British Prime Minister Theresa May appointed a former banker of South Asian origin as interior minister on Monday, trying to draw a line under an immigration scandal threatening her authority as she negotiates Brexit.
Sajid Javid, the son of immigrants from Pakistan, replaces Amber Rudd, who quit as Home Secretary after acknowledging she had “inadvertently misled” parliament by denying the government had targets for the number of illegal migrants Britain deports.
British ministers have struggled for two weeks to explain why some descendants of the so-called “Windrush generation”, invited to Britain from its former colonies to plug labor shortfalls between 1948 and 1971, were denied basic rights.
But in trying to solve one problem, May risked creating another by changing the balance of views in her top team on plans to leave the European Union. Rudd opposed Brexit but Javid, a lukewarm “remainer”, has said that after the referendum, “in some ways, we are all Brexiteers now”.
The scandal has weighed on May, who, after winning support for tough responses on Russia and Syria, has lost a close ally and must now try to overcome rifts in her Conservative Party over Brexit, especially on future customs arrangements with the European Union.
Javid, the first lawmaker from Britain’s Black, Asian and Minority Ethnic community to become interior minister, distanced himself in parliament from the “hostile environment” policy on illegal immigration pursued by May when she was home secretary.
“We are going to have a strategy in place ... about making sure that we have an immigration policy that is fair, it treats people with respect and with decency, and that will be one of my most urgent tasks,” Javid told Sky News earlier on Monday.
A spokesman for May said Javid, who had been minister for housing, communities and local government, “has proved his drive, his ambition and determination to get to grips with difficult subjects, and these are abilities which will all be required at the Home Office”.
May will hope Javid’s appointment deflects public anger over a problem the opposition Labour Party says is at least partly her fault because she spent six years as home secretary.
Out campaigning on Monday, May defended the use of targets to tackle illegal immigration and declined to answer directly when asked whether she should take the blame for what opposition lawmakers call a toxic culture at the Home Office.
While aimed at ending the scandal, Javid’s appointment may also signal a shift on Brexit.
Rudd was one of the most outspokenly pro-EU members of May’s cabinet and could now join other Conservative lawmakers voting in favor of keeping the closest possible ties with the bloc.
Her position on May’s Brexit committee, a cabinet sub-grouping balanced between those who supported staying in the EU and those who wanted to leave, will now go to Javid.
His stance is less clear. An admirer of late prime minister Margaret Thatcher, he strongly supports free markets. Several pro-Brexit campaigners have said he is now firmly on their side and will oppose attempts to keep Britain so close to the EU.
That committee will meet this week to try to come up with a future customs arrangement with the EU that avoids a return to a hard border on the island of Ireland.
In the Irish border town of Dundalk, the bloc’s Brexit negotiator Michel Barnier said this would require rapid progress, and that a real risk remained of Britain leaving the bloc without an overall deal on future relations.
There are more challenges ahead. The upper house of parliament on Monday defeated May’s government for the seventh time in two weeks by backing changes to legislation that will end Britain’s EU membership in March next year.
The House of Lords voted in favor of giving parliament powers to force the government back to the negotiating table, and even to halt Britain’s departure, if lawmakers do not think a final Brexit deal is good enough.
The proposals do have to be agreed by both chambers before they can become law, but could severely test May’s slim working majority in the lower house next month.
Javid’s primary job at the interior ministry, or Home Office, will not be an easy one either.
The department is one of the toughest to lead, responsible for immigration, the police and security at a volatile time of public spending cuts, Islamist attacks and Brexit talks.
May was the longest-serving home secretary in decades before becoming prime minister, and some opposition figures have accused her of drawing up overly harsh immigration policies.
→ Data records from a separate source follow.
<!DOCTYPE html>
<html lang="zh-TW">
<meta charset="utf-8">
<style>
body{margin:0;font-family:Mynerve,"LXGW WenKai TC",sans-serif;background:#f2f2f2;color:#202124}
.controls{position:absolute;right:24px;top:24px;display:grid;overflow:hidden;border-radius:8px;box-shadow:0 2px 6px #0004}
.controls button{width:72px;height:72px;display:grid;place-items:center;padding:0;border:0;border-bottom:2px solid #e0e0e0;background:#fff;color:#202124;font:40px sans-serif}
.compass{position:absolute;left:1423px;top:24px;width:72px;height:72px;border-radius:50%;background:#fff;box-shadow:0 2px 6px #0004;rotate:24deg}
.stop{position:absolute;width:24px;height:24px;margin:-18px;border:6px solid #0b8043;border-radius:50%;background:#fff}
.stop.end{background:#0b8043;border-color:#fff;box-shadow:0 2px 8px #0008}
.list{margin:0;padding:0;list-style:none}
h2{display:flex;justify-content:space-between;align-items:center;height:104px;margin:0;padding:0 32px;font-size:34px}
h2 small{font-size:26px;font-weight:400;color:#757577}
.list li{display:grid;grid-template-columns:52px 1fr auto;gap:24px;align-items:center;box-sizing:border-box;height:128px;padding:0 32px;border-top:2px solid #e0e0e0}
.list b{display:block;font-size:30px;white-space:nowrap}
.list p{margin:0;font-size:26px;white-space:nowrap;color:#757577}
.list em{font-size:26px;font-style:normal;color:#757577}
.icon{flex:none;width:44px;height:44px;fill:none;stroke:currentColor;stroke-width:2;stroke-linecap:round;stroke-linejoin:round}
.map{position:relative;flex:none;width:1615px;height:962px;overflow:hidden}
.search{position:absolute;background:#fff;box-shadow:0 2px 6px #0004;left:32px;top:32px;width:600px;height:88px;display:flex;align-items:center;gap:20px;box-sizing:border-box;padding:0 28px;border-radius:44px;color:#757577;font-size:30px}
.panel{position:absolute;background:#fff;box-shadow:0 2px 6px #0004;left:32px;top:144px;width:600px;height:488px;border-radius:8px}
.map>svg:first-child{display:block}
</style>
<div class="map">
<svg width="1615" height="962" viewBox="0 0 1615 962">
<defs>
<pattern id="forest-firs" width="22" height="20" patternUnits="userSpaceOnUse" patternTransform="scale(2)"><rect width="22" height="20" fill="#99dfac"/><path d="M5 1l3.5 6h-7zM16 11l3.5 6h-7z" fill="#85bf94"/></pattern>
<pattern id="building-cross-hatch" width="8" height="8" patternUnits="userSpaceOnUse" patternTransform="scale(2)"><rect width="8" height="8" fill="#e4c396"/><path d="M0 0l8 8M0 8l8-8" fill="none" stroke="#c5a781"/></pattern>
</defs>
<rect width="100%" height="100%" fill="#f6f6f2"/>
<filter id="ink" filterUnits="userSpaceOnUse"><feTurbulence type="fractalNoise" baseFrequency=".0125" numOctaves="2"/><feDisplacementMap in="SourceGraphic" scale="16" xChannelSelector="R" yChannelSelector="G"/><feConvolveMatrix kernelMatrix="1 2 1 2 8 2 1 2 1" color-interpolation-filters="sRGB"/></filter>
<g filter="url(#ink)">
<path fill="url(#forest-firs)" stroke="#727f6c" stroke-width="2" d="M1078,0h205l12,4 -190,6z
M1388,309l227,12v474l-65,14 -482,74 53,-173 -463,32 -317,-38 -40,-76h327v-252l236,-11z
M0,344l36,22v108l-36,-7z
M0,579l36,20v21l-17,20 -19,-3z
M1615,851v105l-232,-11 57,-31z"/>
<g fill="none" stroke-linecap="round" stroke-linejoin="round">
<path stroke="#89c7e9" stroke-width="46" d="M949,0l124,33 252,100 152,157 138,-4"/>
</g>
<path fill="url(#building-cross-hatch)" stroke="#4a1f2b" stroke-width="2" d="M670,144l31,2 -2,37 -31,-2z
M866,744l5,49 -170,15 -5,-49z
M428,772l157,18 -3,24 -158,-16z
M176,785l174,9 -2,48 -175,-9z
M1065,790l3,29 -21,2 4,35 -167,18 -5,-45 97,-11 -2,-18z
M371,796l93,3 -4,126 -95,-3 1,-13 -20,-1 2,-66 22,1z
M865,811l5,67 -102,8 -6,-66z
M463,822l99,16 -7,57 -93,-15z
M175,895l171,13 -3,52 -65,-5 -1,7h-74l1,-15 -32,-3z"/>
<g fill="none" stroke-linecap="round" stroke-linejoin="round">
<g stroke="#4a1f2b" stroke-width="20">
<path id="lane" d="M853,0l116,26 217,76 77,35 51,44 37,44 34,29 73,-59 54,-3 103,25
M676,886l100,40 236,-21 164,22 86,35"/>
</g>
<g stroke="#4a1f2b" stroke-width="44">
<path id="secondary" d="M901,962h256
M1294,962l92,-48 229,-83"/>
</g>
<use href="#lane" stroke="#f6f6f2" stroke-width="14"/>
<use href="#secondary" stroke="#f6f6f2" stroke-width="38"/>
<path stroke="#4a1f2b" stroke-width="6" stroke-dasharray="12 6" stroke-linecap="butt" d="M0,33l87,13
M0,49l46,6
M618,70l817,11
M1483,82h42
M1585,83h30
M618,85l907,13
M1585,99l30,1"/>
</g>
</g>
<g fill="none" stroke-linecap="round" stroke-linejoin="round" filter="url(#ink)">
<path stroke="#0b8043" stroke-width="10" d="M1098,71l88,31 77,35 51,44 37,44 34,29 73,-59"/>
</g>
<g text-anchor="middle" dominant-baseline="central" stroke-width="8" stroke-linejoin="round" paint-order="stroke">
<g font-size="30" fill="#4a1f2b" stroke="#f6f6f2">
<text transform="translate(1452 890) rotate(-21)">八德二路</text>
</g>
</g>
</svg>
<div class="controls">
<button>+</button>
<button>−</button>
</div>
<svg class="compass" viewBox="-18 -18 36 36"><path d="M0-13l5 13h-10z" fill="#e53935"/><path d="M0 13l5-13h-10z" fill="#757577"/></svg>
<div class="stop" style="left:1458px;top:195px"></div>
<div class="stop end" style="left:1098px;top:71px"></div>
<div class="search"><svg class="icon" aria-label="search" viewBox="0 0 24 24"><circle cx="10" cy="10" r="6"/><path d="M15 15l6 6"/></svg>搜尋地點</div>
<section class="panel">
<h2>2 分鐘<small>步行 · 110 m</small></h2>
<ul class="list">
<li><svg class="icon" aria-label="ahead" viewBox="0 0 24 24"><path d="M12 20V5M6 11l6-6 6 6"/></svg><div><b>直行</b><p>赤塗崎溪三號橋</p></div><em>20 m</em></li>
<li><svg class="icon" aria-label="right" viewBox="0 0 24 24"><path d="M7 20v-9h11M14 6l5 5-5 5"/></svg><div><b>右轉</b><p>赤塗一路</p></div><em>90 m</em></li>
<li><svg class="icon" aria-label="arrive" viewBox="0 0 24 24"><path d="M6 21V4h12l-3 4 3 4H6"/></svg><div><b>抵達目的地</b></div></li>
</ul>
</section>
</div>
Jeremy Corbyn, leader of the main opposition Labour Party, again called on her to answer questions about her time at the Home Office, when “she was presiding over, in her terms, the creation of a ‘hostile environment’”.
Rudd lasted less than two years, becoming the fourth minister May has lost to scandals in the last six months.
After days of apologies, she wrote in her resignation letter that she should have been aware of the deportation targets, but added that Britons “want people who have a right to live here to be treated fairly and humanely, which has sometimes not been the case” - a criticism of her own ministry, and perhaps of May.
May will hope Javid, known for a passion for detail when business minister, can ease the pressure on the ministry.
But some doubted whether he would soften the approach to immigration. “Sajid Javid is one of the most right-wing anti-immigration politicians in the Conservative Party,” said Dr Kehinde Andrews, an associate professor at Birmingham City University who specializes in race issues.
“The fact that his skin is brown does not change anything in that at all.”